Lift out all lines below that contain "evenodd".
BEGIN Dataset records
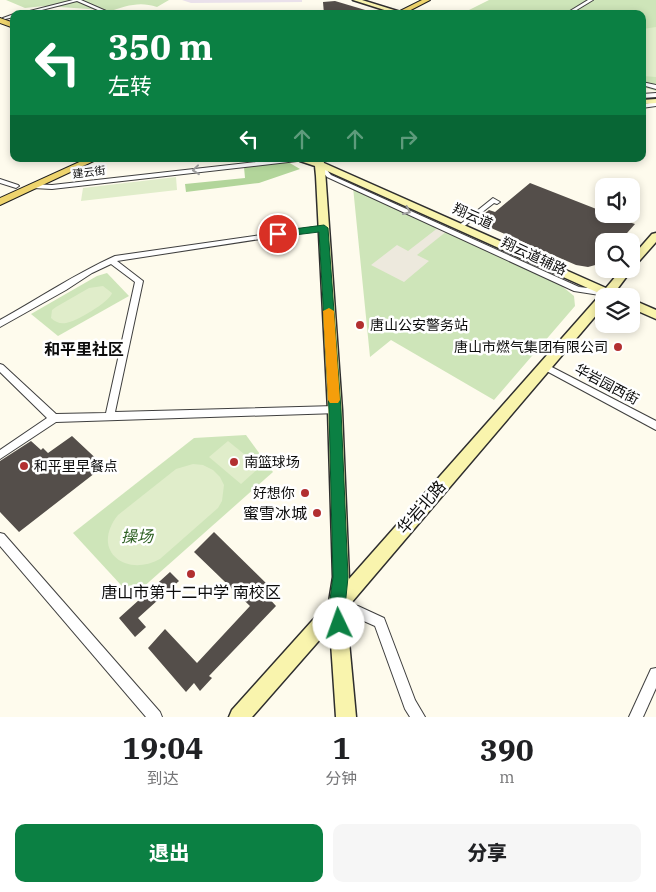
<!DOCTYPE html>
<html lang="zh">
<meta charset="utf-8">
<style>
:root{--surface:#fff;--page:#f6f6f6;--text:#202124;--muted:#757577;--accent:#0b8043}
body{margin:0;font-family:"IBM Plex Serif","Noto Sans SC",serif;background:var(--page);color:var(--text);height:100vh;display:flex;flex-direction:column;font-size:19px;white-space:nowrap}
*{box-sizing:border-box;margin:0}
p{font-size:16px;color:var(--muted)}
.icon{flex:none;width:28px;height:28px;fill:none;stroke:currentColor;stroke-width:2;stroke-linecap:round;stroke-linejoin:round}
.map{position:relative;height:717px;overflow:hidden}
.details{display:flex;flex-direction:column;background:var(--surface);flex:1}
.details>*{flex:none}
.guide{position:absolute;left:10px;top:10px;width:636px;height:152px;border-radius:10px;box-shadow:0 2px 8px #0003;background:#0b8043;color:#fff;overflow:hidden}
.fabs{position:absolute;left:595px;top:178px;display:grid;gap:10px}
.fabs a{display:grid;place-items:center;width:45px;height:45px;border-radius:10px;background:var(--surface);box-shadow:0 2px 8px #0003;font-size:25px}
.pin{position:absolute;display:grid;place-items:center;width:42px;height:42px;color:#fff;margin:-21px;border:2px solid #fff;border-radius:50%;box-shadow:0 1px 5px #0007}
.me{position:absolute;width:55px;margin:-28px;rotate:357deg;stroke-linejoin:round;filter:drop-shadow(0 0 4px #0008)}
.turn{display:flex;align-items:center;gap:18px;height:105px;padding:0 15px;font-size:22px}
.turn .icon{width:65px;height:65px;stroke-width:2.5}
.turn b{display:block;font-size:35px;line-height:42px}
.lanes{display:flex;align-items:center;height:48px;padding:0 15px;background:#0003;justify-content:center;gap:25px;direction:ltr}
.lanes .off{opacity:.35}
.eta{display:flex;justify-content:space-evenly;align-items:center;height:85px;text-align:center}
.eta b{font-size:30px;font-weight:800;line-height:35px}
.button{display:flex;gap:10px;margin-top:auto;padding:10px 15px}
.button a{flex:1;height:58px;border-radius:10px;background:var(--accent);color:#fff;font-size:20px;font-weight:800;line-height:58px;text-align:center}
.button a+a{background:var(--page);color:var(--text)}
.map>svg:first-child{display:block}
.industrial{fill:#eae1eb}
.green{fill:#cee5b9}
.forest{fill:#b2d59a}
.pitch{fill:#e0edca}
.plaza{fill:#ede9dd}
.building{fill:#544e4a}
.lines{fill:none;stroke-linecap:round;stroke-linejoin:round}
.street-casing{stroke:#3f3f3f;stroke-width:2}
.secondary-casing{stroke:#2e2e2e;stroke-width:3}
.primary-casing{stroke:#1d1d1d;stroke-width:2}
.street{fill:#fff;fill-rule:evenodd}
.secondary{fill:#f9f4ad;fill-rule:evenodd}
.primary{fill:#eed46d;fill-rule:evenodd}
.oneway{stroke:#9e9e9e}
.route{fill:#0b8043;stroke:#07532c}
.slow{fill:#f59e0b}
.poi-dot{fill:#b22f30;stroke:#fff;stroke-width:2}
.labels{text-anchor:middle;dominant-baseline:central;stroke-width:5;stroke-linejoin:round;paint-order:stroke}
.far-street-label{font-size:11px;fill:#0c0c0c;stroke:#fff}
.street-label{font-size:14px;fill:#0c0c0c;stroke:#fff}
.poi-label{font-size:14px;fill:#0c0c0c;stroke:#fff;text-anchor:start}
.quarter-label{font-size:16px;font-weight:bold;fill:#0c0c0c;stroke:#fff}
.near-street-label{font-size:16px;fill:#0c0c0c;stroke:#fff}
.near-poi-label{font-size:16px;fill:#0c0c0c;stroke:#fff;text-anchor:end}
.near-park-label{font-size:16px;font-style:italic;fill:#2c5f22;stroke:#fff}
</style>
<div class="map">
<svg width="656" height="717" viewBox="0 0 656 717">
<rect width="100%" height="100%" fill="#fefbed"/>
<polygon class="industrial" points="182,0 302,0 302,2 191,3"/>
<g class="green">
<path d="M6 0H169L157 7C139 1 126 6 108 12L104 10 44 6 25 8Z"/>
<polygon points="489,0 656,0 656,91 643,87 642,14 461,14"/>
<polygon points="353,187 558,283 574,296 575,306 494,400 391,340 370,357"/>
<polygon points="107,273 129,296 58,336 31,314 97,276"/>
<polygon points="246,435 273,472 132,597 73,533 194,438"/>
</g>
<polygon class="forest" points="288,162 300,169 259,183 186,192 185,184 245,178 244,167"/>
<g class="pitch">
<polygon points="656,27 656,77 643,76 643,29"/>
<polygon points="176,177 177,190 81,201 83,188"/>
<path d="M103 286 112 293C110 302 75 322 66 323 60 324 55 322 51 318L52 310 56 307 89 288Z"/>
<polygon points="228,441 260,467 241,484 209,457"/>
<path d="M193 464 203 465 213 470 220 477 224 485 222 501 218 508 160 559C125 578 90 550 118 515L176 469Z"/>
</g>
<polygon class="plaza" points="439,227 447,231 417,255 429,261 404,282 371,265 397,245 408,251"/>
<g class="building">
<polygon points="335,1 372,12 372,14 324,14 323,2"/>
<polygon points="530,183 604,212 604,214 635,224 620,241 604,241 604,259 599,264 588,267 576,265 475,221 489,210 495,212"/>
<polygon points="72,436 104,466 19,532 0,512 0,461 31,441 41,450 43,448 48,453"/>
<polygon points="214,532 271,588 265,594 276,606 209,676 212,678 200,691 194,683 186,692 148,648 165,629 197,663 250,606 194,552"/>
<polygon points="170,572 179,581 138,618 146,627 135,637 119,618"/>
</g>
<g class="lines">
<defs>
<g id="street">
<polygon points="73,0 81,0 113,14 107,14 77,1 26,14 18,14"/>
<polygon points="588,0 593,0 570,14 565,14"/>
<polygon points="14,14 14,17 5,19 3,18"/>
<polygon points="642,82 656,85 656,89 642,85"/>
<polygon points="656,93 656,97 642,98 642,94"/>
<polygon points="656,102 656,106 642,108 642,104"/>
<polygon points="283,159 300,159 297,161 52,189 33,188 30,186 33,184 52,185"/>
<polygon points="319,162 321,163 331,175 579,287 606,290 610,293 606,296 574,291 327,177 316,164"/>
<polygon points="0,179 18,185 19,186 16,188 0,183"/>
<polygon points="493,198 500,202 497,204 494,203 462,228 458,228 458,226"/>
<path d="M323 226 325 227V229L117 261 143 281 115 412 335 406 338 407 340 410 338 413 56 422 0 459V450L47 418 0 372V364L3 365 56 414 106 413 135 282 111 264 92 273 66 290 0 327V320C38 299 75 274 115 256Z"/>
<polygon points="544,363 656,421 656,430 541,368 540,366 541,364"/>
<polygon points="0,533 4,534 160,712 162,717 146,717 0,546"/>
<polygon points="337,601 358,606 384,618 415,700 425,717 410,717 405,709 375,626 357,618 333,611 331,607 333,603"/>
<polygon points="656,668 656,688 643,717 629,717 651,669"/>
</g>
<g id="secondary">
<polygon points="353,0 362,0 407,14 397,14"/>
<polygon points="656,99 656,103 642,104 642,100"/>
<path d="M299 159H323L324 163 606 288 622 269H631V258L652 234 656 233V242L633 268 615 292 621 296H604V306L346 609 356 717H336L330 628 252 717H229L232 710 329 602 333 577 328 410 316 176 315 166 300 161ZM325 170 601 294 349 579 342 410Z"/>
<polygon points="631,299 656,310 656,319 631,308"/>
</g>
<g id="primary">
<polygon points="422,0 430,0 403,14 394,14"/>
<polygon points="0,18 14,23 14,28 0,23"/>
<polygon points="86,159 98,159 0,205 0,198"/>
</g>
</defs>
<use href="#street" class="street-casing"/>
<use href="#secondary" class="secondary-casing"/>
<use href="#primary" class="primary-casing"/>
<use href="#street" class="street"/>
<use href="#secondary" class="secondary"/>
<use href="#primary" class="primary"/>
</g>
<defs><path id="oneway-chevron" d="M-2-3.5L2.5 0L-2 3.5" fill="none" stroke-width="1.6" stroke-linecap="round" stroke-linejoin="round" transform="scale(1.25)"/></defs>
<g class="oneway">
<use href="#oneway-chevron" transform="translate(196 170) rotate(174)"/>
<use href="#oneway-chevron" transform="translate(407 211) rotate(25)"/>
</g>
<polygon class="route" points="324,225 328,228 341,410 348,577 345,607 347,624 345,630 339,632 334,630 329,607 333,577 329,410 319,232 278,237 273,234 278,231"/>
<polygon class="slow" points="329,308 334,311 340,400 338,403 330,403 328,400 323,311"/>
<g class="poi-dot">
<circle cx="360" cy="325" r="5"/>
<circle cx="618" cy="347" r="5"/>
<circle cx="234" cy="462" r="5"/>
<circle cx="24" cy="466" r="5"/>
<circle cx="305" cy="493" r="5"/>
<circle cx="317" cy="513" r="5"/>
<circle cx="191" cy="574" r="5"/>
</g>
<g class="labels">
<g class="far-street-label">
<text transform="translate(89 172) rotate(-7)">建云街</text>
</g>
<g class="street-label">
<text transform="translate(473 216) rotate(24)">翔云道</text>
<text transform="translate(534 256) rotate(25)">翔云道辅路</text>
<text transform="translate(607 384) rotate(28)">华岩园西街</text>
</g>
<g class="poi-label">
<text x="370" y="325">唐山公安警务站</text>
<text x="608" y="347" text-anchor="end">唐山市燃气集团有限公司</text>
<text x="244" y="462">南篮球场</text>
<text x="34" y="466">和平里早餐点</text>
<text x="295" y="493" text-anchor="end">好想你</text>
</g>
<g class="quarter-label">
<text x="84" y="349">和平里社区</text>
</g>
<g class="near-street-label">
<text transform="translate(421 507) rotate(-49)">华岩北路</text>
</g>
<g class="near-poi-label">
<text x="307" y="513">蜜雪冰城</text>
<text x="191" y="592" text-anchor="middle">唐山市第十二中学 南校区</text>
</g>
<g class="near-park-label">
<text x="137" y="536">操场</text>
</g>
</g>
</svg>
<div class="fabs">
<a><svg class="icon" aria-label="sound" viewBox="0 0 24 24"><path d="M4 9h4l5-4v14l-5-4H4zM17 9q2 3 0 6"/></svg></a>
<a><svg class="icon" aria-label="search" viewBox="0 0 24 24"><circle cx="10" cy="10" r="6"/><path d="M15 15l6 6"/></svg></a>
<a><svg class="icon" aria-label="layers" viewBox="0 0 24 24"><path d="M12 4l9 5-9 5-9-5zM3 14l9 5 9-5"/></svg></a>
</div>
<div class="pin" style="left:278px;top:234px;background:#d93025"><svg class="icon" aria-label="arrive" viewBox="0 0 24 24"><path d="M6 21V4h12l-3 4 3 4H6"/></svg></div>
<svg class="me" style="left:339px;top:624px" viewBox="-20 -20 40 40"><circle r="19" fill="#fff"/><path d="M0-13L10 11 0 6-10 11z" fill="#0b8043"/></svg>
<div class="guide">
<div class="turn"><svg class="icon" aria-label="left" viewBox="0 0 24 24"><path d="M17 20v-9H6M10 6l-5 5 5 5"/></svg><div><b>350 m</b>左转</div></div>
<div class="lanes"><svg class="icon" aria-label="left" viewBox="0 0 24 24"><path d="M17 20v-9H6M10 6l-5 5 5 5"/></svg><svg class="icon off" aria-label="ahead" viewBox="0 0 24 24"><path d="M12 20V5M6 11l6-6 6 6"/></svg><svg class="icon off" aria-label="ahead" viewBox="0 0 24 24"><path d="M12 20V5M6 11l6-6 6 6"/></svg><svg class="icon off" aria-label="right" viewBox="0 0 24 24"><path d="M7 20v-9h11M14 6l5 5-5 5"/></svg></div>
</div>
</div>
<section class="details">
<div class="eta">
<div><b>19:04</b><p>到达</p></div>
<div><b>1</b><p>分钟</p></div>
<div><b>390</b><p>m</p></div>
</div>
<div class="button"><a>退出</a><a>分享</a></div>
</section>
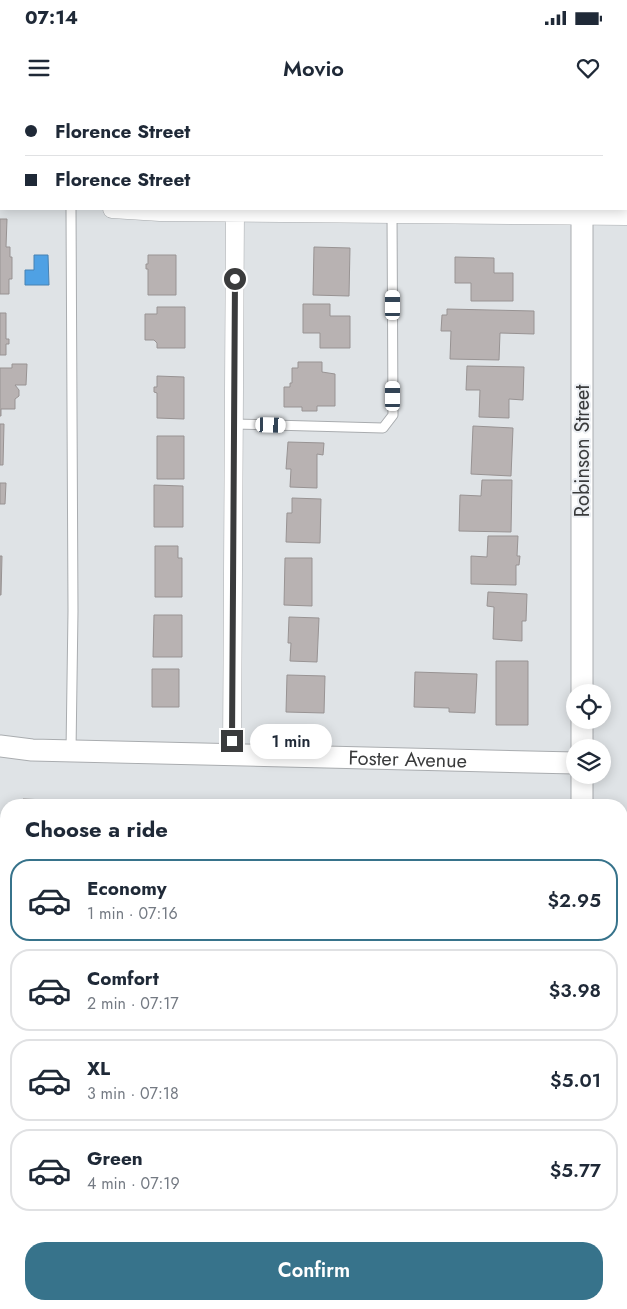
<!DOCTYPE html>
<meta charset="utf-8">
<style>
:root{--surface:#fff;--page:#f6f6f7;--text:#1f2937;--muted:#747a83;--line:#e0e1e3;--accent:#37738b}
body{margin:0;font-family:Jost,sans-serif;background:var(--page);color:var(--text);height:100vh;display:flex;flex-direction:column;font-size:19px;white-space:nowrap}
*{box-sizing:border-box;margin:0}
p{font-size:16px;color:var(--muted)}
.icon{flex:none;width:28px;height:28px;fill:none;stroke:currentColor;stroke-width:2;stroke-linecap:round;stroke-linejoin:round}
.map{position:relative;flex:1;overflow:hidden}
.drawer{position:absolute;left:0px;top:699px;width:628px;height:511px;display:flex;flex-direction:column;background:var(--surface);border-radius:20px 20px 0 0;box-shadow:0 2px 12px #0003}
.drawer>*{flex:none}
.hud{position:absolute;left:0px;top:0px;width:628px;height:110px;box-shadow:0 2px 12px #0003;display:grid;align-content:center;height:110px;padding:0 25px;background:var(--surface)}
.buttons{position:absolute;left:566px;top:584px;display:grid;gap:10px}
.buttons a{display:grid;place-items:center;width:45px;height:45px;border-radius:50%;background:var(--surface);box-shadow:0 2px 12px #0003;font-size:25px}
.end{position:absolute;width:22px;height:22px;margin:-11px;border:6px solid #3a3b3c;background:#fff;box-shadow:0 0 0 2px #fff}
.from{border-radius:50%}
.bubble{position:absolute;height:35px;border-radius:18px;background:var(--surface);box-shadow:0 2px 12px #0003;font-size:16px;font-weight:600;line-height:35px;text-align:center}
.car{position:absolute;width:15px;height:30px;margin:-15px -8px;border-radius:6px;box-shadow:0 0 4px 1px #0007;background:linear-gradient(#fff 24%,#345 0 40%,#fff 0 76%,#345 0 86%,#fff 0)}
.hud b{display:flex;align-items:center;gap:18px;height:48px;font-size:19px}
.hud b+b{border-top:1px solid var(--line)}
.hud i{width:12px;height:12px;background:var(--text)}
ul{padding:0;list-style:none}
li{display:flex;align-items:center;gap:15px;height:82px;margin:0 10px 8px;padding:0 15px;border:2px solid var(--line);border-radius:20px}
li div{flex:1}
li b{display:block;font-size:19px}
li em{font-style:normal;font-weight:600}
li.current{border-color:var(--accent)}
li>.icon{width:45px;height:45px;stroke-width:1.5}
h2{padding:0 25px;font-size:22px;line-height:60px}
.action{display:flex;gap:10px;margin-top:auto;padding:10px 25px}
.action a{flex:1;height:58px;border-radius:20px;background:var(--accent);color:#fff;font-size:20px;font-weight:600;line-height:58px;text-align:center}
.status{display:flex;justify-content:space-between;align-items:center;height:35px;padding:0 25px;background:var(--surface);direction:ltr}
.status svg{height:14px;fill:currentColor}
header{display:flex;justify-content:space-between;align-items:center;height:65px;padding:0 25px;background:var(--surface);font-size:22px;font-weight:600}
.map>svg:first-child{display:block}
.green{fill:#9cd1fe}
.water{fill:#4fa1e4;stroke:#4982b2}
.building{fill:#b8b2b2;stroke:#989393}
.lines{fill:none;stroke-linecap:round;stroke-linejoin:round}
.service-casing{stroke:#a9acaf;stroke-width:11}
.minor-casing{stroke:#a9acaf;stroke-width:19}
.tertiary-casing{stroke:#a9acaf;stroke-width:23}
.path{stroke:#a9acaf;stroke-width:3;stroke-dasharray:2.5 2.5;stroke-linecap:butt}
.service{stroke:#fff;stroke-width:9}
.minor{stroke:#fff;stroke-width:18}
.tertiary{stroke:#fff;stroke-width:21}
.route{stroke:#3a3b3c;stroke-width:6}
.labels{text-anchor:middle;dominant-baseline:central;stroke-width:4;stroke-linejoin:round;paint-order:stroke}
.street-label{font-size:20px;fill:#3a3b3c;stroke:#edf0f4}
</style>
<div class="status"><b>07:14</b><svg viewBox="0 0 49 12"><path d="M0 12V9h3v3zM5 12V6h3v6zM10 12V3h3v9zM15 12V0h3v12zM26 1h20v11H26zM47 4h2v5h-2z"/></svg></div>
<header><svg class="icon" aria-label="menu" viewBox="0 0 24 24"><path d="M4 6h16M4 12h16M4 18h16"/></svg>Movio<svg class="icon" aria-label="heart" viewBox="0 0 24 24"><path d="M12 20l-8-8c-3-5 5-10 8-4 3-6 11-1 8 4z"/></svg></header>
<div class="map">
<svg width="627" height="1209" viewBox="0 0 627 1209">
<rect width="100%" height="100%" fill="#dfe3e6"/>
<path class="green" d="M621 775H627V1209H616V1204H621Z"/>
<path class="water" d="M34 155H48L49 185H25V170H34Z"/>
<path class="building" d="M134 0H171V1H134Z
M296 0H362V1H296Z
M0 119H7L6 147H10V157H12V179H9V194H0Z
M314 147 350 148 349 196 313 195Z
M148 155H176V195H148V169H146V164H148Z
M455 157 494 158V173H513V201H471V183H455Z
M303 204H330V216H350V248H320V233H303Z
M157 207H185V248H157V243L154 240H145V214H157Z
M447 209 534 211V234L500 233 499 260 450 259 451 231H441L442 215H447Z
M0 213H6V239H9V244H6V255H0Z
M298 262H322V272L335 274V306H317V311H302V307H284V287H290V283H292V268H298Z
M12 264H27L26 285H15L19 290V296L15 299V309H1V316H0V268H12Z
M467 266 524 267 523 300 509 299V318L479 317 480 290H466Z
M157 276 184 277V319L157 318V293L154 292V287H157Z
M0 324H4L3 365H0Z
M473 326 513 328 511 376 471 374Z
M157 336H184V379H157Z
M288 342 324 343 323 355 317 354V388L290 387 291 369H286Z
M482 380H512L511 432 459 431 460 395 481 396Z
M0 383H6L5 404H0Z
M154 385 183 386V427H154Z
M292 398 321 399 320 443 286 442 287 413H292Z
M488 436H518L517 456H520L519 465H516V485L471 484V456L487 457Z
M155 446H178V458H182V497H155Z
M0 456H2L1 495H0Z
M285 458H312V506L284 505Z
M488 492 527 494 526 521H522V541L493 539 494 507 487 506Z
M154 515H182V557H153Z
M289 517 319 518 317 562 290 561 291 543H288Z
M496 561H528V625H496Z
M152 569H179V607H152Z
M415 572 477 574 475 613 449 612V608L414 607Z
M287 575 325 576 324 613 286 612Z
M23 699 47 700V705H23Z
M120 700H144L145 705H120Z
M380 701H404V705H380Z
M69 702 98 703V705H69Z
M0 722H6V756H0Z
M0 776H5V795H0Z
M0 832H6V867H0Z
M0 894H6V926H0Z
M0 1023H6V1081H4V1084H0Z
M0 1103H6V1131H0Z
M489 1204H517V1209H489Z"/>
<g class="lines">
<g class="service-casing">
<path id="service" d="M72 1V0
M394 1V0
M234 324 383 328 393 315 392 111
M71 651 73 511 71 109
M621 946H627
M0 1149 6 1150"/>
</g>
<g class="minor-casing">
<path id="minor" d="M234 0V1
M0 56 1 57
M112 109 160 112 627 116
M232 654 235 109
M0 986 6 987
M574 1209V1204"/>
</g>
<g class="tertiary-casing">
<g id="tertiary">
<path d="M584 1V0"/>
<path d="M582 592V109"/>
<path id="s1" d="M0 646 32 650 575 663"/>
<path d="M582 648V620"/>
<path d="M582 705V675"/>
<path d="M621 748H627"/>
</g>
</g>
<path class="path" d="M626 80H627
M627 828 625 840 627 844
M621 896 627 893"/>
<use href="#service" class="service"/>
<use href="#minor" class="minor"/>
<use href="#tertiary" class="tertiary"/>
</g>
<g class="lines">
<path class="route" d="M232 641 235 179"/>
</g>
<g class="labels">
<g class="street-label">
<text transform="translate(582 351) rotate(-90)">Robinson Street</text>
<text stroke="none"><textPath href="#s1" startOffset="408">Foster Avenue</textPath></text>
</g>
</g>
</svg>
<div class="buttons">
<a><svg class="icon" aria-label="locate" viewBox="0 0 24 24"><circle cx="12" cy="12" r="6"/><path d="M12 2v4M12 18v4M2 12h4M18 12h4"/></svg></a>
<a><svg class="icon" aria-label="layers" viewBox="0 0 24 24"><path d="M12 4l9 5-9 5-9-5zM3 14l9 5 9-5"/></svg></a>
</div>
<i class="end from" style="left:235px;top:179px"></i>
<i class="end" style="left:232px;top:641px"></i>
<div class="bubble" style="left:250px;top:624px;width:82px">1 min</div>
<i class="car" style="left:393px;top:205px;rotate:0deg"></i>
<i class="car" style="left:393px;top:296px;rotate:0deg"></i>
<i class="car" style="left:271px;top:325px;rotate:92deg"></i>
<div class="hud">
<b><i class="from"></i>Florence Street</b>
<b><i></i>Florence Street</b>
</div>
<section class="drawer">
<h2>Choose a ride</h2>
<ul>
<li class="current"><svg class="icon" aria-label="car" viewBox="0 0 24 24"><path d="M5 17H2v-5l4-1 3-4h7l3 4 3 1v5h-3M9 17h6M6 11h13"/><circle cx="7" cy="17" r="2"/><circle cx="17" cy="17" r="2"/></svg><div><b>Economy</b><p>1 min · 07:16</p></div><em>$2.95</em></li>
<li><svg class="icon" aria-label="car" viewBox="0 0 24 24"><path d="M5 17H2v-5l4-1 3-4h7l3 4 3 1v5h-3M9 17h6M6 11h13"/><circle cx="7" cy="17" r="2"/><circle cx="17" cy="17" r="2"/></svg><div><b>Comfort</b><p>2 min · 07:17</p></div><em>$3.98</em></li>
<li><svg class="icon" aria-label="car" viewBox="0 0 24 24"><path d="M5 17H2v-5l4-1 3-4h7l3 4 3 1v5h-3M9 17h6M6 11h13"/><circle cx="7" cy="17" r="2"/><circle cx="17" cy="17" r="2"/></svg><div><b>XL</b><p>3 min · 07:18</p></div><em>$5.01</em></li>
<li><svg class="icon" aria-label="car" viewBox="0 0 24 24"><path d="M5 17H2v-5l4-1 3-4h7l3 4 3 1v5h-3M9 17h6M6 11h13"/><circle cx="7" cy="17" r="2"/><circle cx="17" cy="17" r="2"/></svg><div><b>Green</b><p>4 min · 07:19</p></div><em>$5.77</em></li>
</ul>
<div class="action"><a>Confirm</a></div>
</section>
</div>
END Dataset records
▶ _Reply to the task_:
.street{fill:#fff;fill-rule:evenodd}
.secondary{fill:#f9f4ad;fill-rule:evenodd}
.primary{fill:#eed46d;fill-rule:evenodd}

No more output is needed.